Yunnan Ruili vaccination rate of 97% still outbreak of local outbreaks

Despite nearly 97% complete vaccination coverage of the population over the age of 18, the city of Ruili in Yunnan Province, China, has recently experienced another outbreak of a new indigenous crown, highly homologous to the Delta variant of the virus. This small city on the border with Myanmar is now under a high degree of containment again.

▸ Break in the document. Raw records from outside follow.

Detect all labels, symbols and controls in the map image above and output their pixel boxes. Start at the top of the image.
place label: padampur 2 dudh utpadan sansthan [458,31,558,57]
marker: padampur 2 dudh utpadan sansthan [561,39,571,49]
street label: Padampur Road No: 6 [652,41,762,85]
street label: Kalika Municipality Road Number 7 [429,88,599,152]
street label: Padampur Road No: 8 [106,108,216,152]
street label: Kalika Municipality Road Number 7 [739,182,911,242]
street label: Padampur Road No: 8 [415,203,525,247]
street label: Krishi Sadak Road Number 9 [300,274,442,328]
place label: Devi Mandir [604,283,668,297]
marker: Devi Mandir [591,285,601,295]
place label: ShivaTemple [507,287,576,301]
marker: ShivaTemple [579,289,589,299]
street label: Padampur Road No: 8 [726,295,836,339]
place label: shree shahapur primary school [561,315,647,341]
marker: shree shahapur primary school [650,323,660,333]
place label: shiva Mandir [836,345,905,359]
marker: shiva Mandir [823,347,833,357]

According to CNBC, the infection rate remains high in the six countries with the highest vaccination rates, five of which use the Chinese vaccine.

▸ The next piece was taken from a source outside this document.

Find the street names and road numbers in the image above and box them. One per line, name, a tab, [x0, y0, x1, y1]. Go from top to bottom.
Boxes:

The Central News Agency quoted Dehong Prefecture, where Ruili is located, as informing on July 5 that as of July 4, the state has accumulated 1.7 million 2856 doses of COVID-19 vaccine and has completed the full (complete) vaccination of 934,071 people.

The briefing said that the completion rate of full vaccination for the vaccineable population (18 years old and above suitable for vaccination) in Dehong Prefecture reached 96.92%, ranking first in Yunnan Province.

According to China’s seventh census, as of Nov. 1, 2020, the resident population of Dehong Prefecture was 1,135,709, and the universal vaccination rate had also exceeded 70 percent, but it was still difficult to defeat the invasion of the Delta variant of the virus.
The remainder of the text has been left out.